Verdi ne fut pas toujours l’heureux auteur qui n’avait qu’à paraître pour décider de la victoire. Ses débuts furent pénibles. D’obscure condition, il trouve moyen d’étudier quand même la musique et il essaye bientôt d’entrer au Conservatoire de Milan. Là, on ne lui trouve aucune aptitude pour la composition, et le voilà parti, navré, de ce temple d’harmonie qui, par une amère ironie de la destinée, s’appellera un jour: Conservatoire Giuseppe Verdi. Va-t-il se décourager? – Point. Il cherche un professeur, et voici que Lavigna, membre de l’orchestre de la Scala, s’intéresse à lui, découvre en cette jeune intelligence des germes de génie mélodique, et lui ouvre une carrière où il n’attendra même pas la fin des leçons harmoniques pour se lancer à corps perdu.

Son tempérament éminemment dramatique s’affirme dès ses deux ouvrages de début: Nabuco et I Lombardi. Brutalement, sans hésitation aucune, il s’empare de l’esprit de ses auditeurs par l’interprétation hardie des sentiments exprimés dans le livret; il s’est peu occupé des exemples qu’on lui a indiqués, des maîtres qu’on lui a cités comme modèles : il marche seul, libre, à son aise, coudées franches. A-t-il raison de se laisser aller ainsi à la fougue de sa nature indomptable? Non, certes, car il en résulte que, dans ses premières productions, l’amour effréné du mélodrame le porte à la recherche persistante des effets mélodiques vulgaires et à une négligence impardonnable en ce qui concerne l’agencement instrumental, où il confond souvent le bruit avec l’effet grandiose que doit produire l’orchestre lorsque les timbres en sont ingénieusement associés. Je n’en veux d’autre preuve que la liste des opéras suivants: Ernani, I Due Foscari, Giovanna d’Arco, Alzira, Attila, Macbeth, I Masnadieri, Il Corsaro, la Battaglia del Legnano, Luisa Miller, Stiffelio, aujourd’hui tombés dans l’oubli, bien que certains éclairs de génie y révèlent un dramaturge de surhumaine vigueur.

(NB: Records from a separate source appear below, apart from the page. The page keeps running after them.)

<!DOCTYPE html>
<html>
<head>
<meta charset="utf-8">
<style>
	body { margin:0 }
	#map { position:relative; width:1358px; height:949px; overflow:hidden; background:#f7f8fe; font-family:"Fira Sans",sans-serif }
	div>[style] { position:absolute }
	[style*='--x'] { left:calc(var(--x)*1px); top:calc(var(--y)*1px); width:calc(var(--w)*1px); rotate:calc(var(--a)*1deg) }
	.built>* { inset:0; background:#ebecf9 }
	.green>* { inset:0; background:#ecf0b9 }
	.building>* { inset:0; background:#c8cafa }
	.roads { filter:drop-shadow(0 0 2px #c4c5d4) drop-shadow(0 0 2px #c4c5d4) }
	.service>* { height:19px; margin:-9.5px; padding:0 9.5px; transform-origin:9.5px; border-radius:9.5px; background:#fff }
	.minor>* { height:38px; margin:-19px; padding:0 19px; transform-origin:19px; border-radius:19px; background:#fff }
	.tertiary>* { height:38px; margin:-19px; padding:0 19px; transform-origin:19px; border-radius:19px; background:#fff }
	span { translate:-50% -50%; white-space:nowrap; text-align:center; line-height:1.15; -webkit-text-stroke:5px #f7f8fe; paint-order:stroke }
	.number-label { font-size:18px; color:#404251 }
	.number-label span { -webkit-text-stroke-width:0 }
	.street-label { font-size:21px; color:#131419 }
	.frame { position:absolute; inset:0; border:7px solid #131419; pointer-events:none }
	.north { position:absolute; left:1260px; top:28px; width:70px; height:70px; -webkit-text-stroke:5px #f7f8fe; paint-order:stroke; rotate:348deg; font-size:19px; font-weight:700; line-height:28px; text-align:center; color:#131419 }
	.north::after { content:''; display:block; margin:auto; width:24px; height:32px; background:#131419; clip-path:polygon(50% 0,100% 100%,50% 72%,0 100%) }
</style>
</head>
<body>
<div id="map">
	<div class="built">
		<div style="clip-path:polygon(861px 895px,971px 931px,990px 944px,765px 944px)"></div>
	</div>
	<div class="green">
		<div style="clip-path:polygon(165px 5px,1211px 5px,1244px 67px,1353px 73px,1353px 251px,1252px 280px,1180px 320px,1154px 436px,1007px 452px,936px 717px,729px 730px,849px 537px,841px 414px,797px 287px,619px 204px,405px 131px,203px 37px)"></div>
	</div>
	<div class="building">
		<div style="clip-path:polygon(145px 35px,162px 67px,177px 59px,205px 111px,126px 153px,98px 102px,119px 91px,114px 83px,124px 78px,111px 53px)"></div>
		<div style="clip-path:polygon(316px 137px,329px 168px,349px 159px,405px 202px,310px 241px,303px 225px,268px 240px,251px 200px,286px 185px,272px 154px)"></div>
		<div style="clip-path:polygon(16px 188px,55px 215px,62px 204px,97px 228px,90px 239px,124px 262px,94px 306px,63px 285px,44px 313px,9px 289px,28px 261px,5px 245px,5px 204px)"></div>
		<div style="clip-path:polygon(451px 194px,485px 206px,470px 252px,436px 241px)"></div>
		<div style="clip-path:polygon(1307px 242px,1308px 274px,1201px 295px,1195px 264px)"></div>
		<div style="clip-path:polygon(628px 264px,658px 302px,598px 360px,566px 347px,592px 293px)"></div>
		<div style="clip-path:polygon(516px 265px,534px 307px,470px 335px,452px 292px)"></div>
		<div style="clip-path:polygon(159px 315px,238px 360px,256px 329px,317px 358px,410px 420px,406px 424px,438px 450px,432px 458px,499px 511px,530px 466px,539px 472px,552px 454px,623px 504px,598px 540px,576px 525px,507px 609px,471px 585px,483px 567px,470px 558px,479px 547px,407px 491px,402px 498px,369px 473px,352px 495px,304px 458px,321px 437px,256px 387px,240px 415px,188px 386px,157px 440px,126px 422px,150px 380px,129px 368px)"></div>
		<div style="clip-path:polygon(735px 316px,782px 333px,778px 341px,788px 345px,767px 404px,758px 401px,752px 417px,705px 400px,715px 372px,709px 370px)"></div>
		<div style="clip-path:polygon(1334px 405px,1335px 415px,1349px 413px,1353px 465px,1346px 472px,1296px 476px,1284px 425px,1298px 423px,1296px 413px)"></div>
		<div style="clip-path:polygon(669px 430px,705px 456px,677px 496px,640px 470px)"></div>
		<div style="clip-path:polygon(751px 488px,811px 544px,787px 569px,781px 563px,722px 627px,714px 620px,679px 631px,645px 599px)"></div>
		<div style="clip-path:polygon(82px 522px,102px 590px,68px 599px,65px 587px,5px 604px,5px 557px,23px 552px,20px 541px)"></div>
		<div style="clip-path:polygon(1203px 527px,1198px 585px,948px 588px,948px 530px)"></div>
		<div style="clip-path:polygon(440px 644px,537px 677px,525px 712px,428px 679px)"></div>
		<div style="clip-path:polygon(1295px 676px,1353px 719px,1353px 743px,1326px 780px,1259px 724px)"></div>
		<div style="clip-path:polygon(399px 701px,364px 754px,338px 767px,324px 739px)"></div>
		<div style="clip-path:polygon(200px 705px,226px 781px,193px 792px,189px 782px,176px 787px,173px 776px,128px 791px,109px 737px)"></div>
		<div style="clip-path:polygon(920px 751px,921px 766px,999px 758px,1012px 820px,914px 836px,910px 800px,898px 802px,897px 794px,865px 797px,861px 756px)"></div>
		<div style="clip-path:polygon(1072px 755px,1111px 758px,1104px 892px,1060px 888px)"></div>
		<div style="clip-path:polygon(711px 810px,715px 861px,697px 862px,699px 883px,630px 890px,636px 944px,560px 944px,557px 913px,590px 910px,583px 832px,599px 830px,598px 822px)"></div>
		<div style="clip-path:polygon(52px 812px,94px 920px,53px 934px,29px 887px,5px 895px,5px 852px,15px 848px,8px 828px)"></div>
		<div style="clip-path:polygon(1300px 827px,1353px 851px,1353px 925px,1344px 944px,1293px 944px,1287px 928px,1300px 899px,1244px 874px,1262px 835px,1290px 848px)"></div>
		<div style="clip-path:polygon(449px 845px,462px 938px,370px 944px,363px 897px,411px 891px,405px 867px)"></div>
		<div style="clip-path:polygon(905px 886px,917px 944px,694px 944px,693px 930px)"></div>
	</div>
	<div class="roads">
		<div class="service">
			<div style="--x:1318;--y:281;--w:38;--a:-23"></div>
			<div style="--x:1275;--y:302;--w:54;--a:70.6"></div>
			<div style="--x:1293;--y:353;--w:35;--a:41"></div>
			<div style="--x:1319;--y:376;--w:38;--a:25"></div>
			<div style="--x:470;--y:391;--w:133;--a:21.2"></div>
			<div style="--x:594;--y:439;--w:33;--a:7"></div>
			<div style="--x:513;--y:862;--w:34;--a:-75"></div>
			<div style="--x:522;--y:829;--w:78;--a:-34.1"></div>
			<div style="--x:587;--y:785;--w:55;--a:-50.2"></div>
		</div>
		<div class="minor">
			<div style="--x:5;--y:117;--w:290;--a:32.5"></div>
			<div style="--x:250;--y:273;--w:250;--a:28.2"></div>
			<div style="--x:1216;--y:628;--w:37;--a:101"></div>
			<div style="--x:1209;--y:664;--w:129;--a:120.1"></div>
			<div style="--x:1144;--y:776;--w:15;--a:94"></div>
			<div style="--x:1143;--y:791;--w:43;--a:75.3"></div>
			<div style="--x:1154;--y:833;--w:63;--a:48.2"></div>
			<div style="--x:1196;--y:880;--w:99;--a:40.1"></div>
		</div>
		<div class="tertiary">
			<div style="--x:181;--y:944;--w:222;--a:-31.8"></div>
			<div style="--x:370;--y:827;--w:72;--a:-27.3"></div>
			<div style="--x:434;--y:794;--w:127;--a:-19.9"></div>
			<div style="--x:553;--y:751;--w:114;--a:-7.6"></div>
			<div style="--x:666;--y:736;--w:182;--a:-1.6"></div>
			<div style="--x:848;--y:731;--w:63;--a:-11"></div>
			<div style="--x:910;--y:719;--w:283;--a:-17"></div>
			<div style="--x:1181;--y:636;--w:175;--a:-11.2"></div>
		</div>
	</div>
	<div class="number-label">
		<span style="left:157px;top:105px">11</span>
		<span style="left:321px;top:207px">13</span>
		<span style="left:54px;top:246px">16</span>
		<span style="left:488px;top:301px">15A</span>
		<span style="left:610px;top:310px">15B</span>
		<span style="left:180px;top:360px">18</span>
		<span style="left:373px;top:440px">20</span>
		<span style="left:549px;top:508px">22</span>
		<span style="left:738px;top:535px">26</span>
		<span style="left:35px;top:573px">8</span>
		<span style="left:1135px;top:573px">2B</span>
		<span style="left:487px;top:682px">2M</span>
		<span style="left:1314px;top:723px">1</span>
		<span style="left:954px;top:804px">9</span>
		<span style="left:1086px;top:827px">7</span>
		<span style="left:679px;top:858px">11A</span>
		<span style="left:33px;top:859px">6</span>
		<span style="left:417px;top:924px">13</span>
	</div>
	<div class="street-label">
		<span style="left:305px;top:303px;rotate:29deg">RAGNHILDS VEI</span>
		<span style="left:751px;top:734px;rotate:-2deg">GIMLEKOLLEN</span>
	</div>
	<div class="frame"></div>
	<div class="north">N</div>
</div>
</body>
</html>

Mais voici qu’apparaissent Rigoletto, Il Trovatore, la Traviata, Un Ballo in Maschera, Simone Boccanegra, la Forza del Destino, où s’opère la radieuse transformation de ce génie : c’est pour lui l’aurore de la célébrité. Non point que la passion cesse d’animer les pages de ces différentes œuvres, mais le style y est plus pur, la mélodie plus distinguée, les ensembles plus harmonieux, l’orchestration plus soignée, bien que ce soit toujours là le point faible. Et Verdi le comprit plus tard en nous donnant Aida, la Messe de Requiem, dédiée à la mémoire de Manzoni, Otello et Falstaff, où, tout en gardant sa merveilleuse originalité dans la mélodie, il sut environner celle-ci d’une trame orchestrale comparable à celle des chefs-d’œuvre de l’art lyrique.

La mort de Verdi est donc une grande perte pour le monde entier : pour l’Italie, c’est un deuil national. Fasse le ciel que notre voisine, nous voudrions pouvoir dire notre alliée, retrouve bientôt un pareil maître! C’est le meilleur vœu que nous puissions former pour elle.